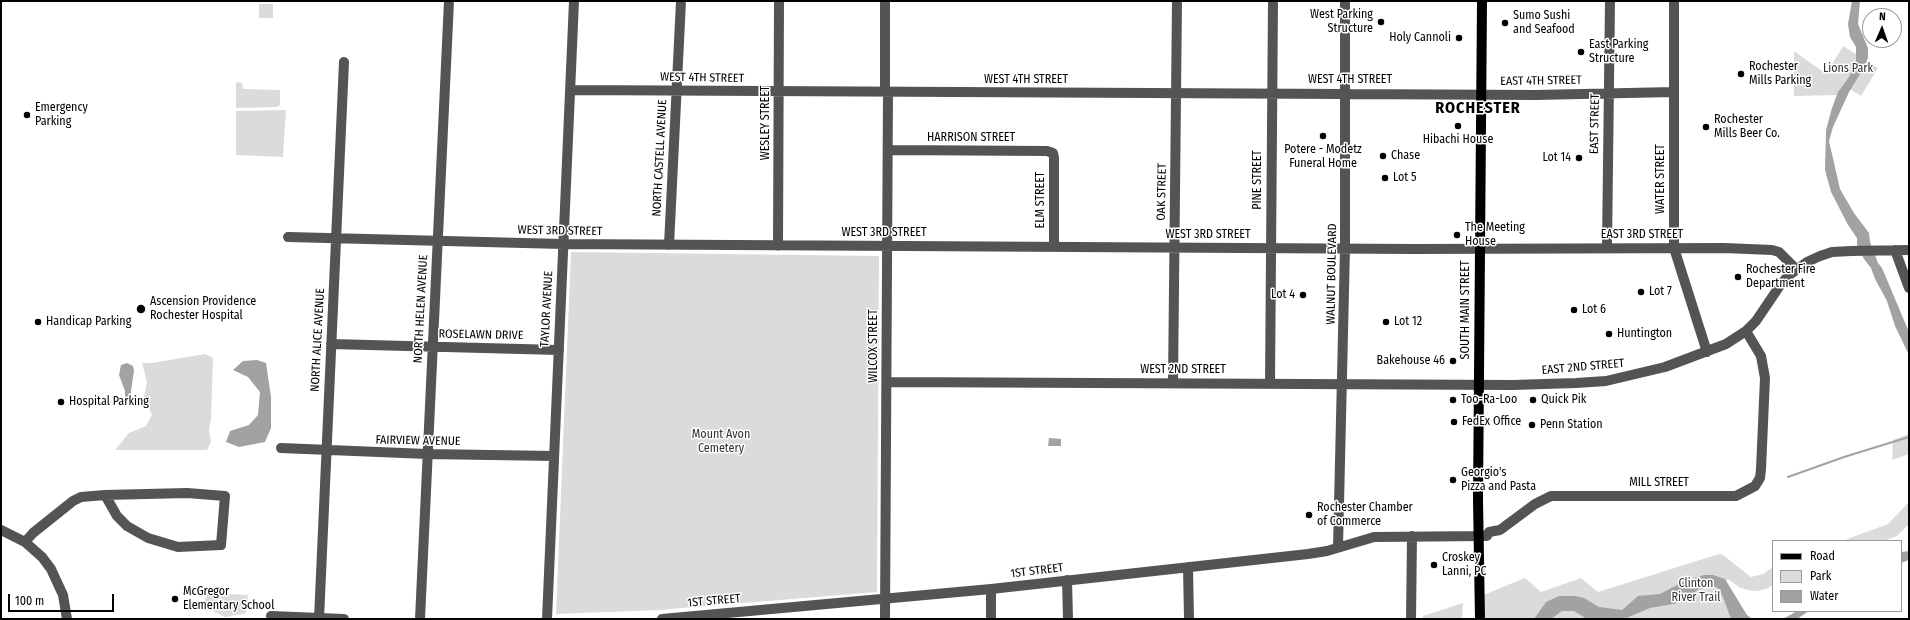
<!DOCTYPE html>
<html>
<head>
<meta charset="utf-8">
<style>
  body { margin:0 }
  #map { position:relative; width:1910px; height:620px; overflow:hidden; background:#fff; font-family:"Fira Sans Condensed",sans-serif }
  canvas { display:block }
  .frame { position:absolute; inset:0; border:2px solid #000; pointer-events:none }
  .legend { position:absolute; left:1772px; top:540px; width:130px; height:72px; box-sizing:border-box; background:#fff; border:1px solid #999; margin:0; padding:5px 7px; list-style:none; font-size:12px; color:#000 }
  .legend li { display:flex; align-items:center; gap:8px; height:20px }
  .legend b { width:20px; border:1px solid #999 }
  .north { position:absolute; left:1862px; top:8px; width:40px; height:40px; box-sizing:border-box; background:#fff; border:1px solid #999; border-radius:50%; rotate:2deg; font-size:11px; font-weight:700; line-height:16px; text-align:center; color:#000 }
  .north::after { content:''; display:block; margin:auto; width:14px; height:18px; background:#000; clip-path:polygon(50% 0,100% 100%,50% 72%,0 100%) }
  .scale { position:absolute; left:8px; top:594px; width:106px; height:18px; box-sizing:border-box; border:2px solid #000; border-top:0; padding-left:5px; font-size:12px; line-height:14px; white-space:nowrap; color:#000; -webkit-text-stroke:3px #fff; paint-order:stroke }
</style>
</head>
<body>
<div id="map">
<canvas width="1910" height="620"></canvas>
<div class="frame"></div>
<ul class="legend">
<li><b style="height:5px;background:#000"></b>Road</li>
<li><b style="height:11px;background:#dbdbdb"></b>Park</li>
<li><b style="height:11px;background:#a2a2a2"></b>Water</li>
</ul>
<div class="north">N</div>
<div class="scale">100 m</div>
</div>
<script>
const context = document.querySelector('canvas').getContext('2d');
context.lineJoin = 'round';
function fill(path, color) { context.fillStyle = color; context.fill(path, 'evenodd'); }
const toPath = rows => new Path2D(rows.map(r => 'M' + r).join(''));
function stroke(path, color, width, dash) { context.strokeStyle = color; context.lineWidth = width; context.lineCap = dash ? 'butt' : 'round'; context.setLineDash(dash || []); context.stroke(path); }
function label(font, color, halo, rows, align = 'center') {
  context.font = font + ' "Fira Sans Condensed",sans-serif'; context.lineWidth = 3; context.setLineDash([]); context.textBaseline = 'middle'; context.strokeStyle = halo; context.fillStyle = color; for (const [text, x, y, turn = 0] of rows) {
    context.save(); context.translate(x, y); context.rotate((+turn || 0) * Math.PI / 180); context.textAlign = isNaN(turn) ? turn : align; if (halo) context.strokeText(text, 0, 0); context.fillText(text, 0, 0); context.restore();
  }
}
const green = toPath([
  [259,4,273,4,273,18,259,18],
  [1843,46,1878,68,1861,96,1845,86,1841,95,1794,96,1794,51,1826,74],
  [236,82,242,83,243,89,280,90,280,105,277,107,236,108],
  [286,110,283,157,236,155,236,111],
  [571,252,879,256,877,592,659,610,556,614],
  [205,354,213,358,211,419,209,430,211,442,207,450,115,450,129,433,146,426,152,415,144,397,147,382,142,363,152,363],
  [1909,434,1909,454,1892,460,1893,440],
  [1909,502,1909,524,1897,536,1884,541,1842,541,1888,524],
  [1719,554,1723,555,1751,577,1763,574,1773,567,1773,585,1766,589,1757,591,1747,590,1739,587,1728,579,1724,584,1742,619,1472,619,1481,615,1481,596,1525,578,1541,592,1581,578,1598,592],
  [206,593,248,595,246,613,225,617,213,611,205,602],
  [1463,603,1462,619,1423,619,1423,616]
]);
const water = toPath([
  [1852,1,1860,1,1858,24,1868,48,1868,58,1862,71,1849,92,1833,127,1829,141,1840,189,1854,213,1869,233,1870,242,1878,263,1882,268,1909,332,1909,355,1895,326,1887,301,1875,279,1871,268,1864,259,1857,245,1857,238,1848,225,1831,192,1825,170,1826,130,1832,108,1838,92,1849,77,1856,61,1856,47,1850,37,1848,24],
  [257,360,266,363,271,397,271,428,265,442,239,447,226,442,230,431,249,425,258,415,260,392,248,377,233,370,243,361],
  [127,363,133,366,134,371,131,391,131,402,125,402,125,391,119,375,121,365],
  [1049,438,1061,439,1061,446,1048,446],
  [1909,551,1909,560,1901,563,1901,552],
  [1704,575,1713,575,1725,579,1747,615,1752,619,1731,619,1723,597,1719,589,1714,586,1699,589,1684,600,1673,604,1650,608,1624,619,1587,619,1574,611,1562,611,1551,619,1534,619,1546,602,1559,596,1575,596,1584,598,1599,607,1622,610,1638,596,1660,594,1685,581],
  [1797,611,1809,611,1797,619,1783,619]
]);
const stream = toPath([
  [1788,477,1844,457,1909,437]
]);
const minor = toPath([
  [1674,1,1674,248,1707,352],
  [570,90,1535,95,1674,92],
  [885,92,885,1],
  [888,150,1047,151,1053,153,1054,158,1054,247],
  [288,237,563,244,1414,249,1724,248,1772,250,1779,252,1796,269],
  [669,245,681,1],
  [778,246,779,1],
  [1607,247,1610,1],
  [1895,250,1909,288],
  [331,344,559,350],
  [887,382,1513,385,1576,383,1606,381,1665,367,1726,344,1746,331,1756,321,1781,284,1788,276,1807,262,1820,256,1832,252,1851,251,1909,250],
  [1173,383,1177,1],
  [1270,384,1273,1],
  [281,448,427,454,554,456],
  [1,530,25,542,42,557,51,569,63,595,67,619],
  [25,542,33,533,73,501,81,497,105,495,117,516,127,526,148,538,178,547,221,545,225,496,187,493,105,495],
  [1338,547,1345,248,1345,1],
  [1188,567,1189,619],
  [1067,580,1068,619],
  [991,589,991,619],
  [271,616,344,619],
  [319,619,344,62],
  [420,619,449,1],
  [547,619,574,1],
  [662,619,991,589,1308,554,1327,551,1374,537,1487,536,1489,532,1500,530,1535,504,1551,496,1736,496,1755,486,1760,478,1761,469,1765,378,1761,356,1746,331],
  [885,619,888,92],
  [1411,619,1412,536]
]);
const major = toPath([
  [1480,619,1478,499,1482,1]
]);
const markers = [
  [1381,22,4,"#000"],
  [1505,23,4,"#000"],
  [1459,38,4,"#000"],
  [1581,52,4,"#000"],
  [1741,74,4,"#000"],
  [27,115,4,"#000"],
  [1458,126,4,"#000"],
  [1706,127,4,"#000"],
  [1323,136,4,"#000"],
  [1383,156,4,"#000"],
  [1579,158,4,"#000"],
  [1385,178,4,"#000"],
  [1457,235,4,"#000"],
  [1738,277,4,"#000"],
  [1641,292,4,"#000"],
  [1303,295,4,"#000"],
  [141,309,5,"#000"],
  [1574,310,4,"#000"],
  [38,322,4,"#000"],
  [1386,322,4,"#000"],
  [1609,334,4,"#000"],
  [1453,361,4,"#000"],
  [1453,400,4,"#000"],
  [1533,400,4,"#000"],
  [61,402,4,"#000"],
  [1454,422,4,"#000"],
  [1532,425,4,"#000"],
  [1453,480,4,"#000"],
  [1309,515,4,"#000"],
  [1434,565,4,"#000"],
  [175,599,4,"#000"]
];
const poiNames = [
  ["West Parking",1373,15,"right"],
  ["Structure",1373,29,"right"],
  ["Sumo Sushi",1513,16],
  ["and Seafood",1513,30],
  ["Holy Cannoli",1451,38,"right"],
  ["East Parking",1589,45],
  ["Structure",1589,59],
  ["Rochester",1749,67],
  ["Mills Parking",1749,81],
  ["Emergency",35,108],
  ["Parking",35,122],
  ["Rochester",1714,120],
  ["Mills Beer Co.",1714,134],
  ["Hibachi House",1458,140,"center"],
  ["Potere - Modetz",1323,150,"center"],
  ["Funeral Home",1323,164,"center"],
  ["Chase",1391,156],
  ["Lot 14",1571,158,"right"],
  ["Lot 5",1393,178],
  ["The Meeting",1465,228],
  ["House",1465,242],
  ["Rochester Fire",1746,270],
  ["Department",1746,284],
  ["Lot 7",1649,292],
  ["Lot 4",1295,295,"right"],
  ["Ascension Providence",150,302],
  ["Rochester Hospital",150,316],
  ["Lot 6",1582,310],
  ["Handicap Parking",46,322],
  ["Lot 12",1394,322],
  ["Huntington",1617,334],
  ["Bakehouse 46",1445,361,"right"],
  ["Too-Ra-Loo",1461,400],
  ["Quick Pik",1541,400],
  ["Hospital Parking",69,402],
  ["FedEx Office",1462,422],
  ["Penn Station",1540,425],
  ["Georgio's",1461,473],
  ["Pizza and Pasta",1461,487],
  ["Rochester Chamber",1317,508],
  ["of Commerce",1317,522],
  ["Croskey",1442,558],
  ["Lanni, PC",1442,572],
  ["McGregor",183,592],
  ["Elementary School",183,606]
];
const parkNames = [
  ["Lions Park",1848,69],
  ["Mount Avon",721,435],
  ["Cemetery",721,449],
  ["Clinton",1696,584],
  ["River Trail",1696,598]
];
const streetNames = [
  ["WEST 4TH STREET",702,78,1],
  ["WEST 4TH STREET",1026,80],
  ["WEST 4TH STREET",1350,80],
  ["EAST 4TH STREET",1541,81,-1],
  ["WESLEY STREET",766,123,-90],
  ["EAST STREET",1595,124,-89],
  ["HARRISON STREET",971,138],
  ["NORTH CASTELL AVENUE",660,158,-87],
  ["WATER STREET",1661,179,-90],
  ["PINE STREET",1258,180,-90],
  ["OAK STREET",1162,192,-89],
  ["ELM STREET",1041,200,-90],
  ["WEST 3RD STREET",560,231,1],
  ["WEST 3RD STREET",884,233],
  ["WEST 3RD STREET",1208,235],
  ["EAST 3RD STREET",1642,235],
  ["WALNUT BOULEVARD",1332,274,-89],
  ["NORTH HELEN AVENUE",421,309,-87],
  ["TAYLOR AVENUE",547,309,-87],
  ["SOUTH MAIN STREET",1466,310,-90],
  ["ROSELAWN DRIVE",481,335,1],
  ["NORTH ALICE AVENUE",318,340,-87],
  ["WILCOX STREET",874,346,-90],
  ["EAST 2ND STREET",1583,367,-5],
  ["WEST 2ND STREET",1183,370],
  ["FAIRVIEW AVENUE",418,441,1],
  ["MILL STREET",1659,483],
  ["1ST STREET",1037,571,-7],
  ["1ST STREET",714,601,-5]
];
const districtNames = [
  ["ROCHESTER",1478,109]
];
fill(green, '#dbdbdb');
fill(water, '#a2a2a2');
stroke(stream, '#a2a2a2', 2);
stroke(minor, '#545454', 10);
stroke(major, '#000', 10);
for (const [x, y, r, color] of markers) { const dot = new Path2D(); dot.arc(x, y, r, 0, 2 * Math.PI); context.fillStyle = color; context.fill(dot); stroke(dot, '#fff', 1.5); }
label('12px', '#000', '#fff', poiNames, 'left');
label('12px', '#323232', '#fff', parkNames);
label('12px', '#000', '#fff', streetNames);
context.letterSpacing = '1px';
label('bold 16px', '#000', '#fff', districtNames);
context.letterSpacing = '0px';
</script>
</body>
</html>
+--
- [WHAT NEEDS TO BE DONE]: Would you restate, word for word and with no pictures, only the lines from the opening of the material through the line with "position:absolute; inset:0; border:2px", both included?

- [COMPLETED TASK]:
<!DOCTYPE html>
<html>
<head>
<meta charset="utf-8">
<style>
  body { margin:0 }
  #map { position:relative; width:1910px; height:620px; overflow:hidden; background:#fff; font-family:"Fira Sans Condensed",sans-serif }
  canvas { display:block }
  .frame { position:absolute; inset:0; border:2px solid #000; pointer-events:none }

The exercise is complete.